Clever design of repository-level data augmentation: Code snippets within the same repository naturally exhibit high similarity but distinct functionalities, allowing the collection of code without manual annotations to yield massive volumes of high-quality negative pairs.
Complementarity of program analysis and LLMs: Structural information from ASTs captures similarity at the code level, while LLMs assess equivalence at the semantic level. They refine the annotation quality along different dimensions.
Robust visual evidence: MDS dimensionality reduction visualization reveals that, within OASIS's embedding space, queries are positioned closer to their target code, and retrieval spaces of different queries show less overlap.

Limitations & Future Work¶

The initial similarity labels depend on an external embedding model (Text-Embedding-3-Large), which bounds the labeling quality to the baseline capability of that model.
Code search is only validated at the function level, leaving file-level or project-level search scenarios unexplored.
The GMM thresholding method assumes a bimodal Gaussian distribution for similarity, and its applicability to multimodal or highly skewed distributions remains unverified.
The cost of using LLMs for docstring generation and equivalence judgment in the data synthesis pipeline is relatively high, which may limit scalability.
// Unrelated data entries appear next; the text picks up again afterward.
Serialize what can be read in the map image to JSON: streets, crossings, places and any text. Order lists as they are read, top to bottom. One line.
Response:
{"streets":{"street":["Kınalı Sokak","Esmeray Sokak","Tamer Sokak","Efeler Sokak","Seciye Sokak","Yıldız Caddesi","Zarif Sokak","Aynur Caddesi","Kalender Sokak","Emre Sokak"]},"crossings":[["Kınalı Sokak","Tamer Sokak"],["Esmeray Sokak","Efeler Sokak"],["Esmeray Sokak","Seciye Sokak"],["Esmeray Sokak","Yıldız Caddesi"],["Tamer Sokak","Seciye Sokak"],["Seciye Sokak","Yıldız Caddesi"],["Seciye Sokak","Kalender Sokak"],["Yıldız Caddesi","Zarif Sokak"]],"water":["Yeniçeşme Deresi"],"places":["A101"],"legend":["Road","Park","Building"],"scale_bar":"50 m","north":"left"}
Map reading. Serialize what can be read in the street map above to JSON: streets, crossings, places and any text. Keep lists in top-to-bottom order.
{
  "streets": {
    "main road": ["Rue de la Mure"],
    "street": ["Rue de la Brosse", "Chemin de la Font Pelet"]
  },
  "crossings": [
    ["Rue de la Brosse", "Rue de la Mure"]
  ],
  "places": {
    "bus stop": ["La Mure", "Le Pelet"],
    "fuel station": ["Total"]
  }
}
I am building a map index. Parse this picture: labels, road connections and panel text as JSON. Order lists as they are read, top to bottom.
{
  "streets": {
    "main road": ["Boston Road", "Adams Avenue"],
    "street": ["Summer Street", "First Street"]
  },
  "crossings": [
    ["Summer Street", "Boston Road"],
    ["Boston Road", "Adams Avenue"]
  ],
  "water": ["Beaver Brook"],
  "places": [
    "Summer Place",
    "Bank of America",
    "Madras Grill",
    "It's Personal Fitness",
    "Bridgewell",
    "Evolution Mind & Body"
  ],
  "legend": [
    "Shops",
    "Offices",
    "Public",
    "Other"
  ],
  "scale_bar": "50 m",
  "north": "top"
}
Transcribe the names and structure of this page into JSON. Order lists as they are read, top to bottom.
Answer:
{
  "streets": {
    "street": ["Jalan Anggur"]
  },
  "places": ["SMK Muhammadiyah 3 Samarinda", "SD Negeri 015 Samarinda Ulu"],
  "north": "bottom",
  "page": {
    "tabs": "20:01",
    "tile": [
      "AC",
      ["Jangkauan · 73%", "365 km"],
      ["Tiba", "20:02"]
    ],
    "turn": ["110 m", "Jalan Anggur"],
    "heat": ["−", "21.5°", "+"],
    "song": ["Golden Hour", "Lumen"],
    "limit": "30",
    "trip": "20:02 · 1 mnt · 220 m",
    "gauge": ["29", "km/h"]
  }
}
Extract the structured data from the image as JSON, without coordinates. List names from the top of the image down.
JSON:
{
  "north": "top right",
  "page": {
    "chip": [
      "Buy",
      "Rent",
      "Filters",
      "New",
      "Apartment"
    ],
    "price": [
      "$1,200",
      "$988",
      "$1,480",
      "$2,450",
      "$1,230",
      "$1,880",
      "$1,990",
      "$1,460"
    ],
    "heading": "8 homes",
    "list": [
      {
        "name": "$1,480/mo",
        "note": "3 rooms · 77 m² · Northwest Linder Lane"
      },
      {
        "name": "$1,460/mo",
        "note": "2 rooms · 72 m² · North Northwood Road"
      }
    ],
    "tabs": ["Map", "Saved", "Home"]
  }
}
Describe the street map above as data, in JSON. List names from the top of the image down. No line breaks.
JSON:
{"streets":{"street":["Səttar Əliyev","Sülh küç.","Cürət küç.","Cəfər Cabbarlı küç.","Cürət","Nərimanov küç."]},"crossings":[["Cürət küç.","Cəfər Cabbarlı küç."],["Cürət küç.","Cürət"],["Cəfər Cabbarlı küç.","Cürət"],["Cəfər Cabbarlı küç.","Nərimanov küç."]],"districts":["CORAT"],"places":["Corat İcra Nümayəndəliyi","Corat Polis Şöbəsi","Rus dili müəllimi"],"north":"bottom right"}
CodeSage: A pioneer in code embeddings using contrastive learning and large-scale pre-training. OASIS builds on CodeSage by introducing order labels to achieve further improvements.
CoSENT: A prior work in text embedding that employs STS labels for order optimization. OASIS ports this paradigm to the code domain and successfully addresses the challenge of annotating code similarities.
Implications for NLP Embeddings: The concept of order labels can be extended to other embedding tasks characterized by sparse context, such as SQL query embeddings, configuration file embeddings, etc.

Rating¶

Novelty: ⭐⭐⭐⭐ The integration of order labels with dual losses is innovative, being the first to systematically investigate fine-grained variations among negative pairs in code embeddings.
Experimental Thoroughness: ⭐⭐⭐⭐ Covers 2 task categories (NL2Code & Code2Code) × 3 benchmarks, combined with rigorous ablation studies, hard-subset analysis, and visualization.
Writing Quality: ⭐⭐⭐⭐ The methodology and motivation are clearly framed, with Figure 1's illustration serving as an intuitive example.
Value: ⭐⭐⭐⭐ High practical value; the 53M training dataset and 1.5B model weights are open-sourced and ready for immediate deployment.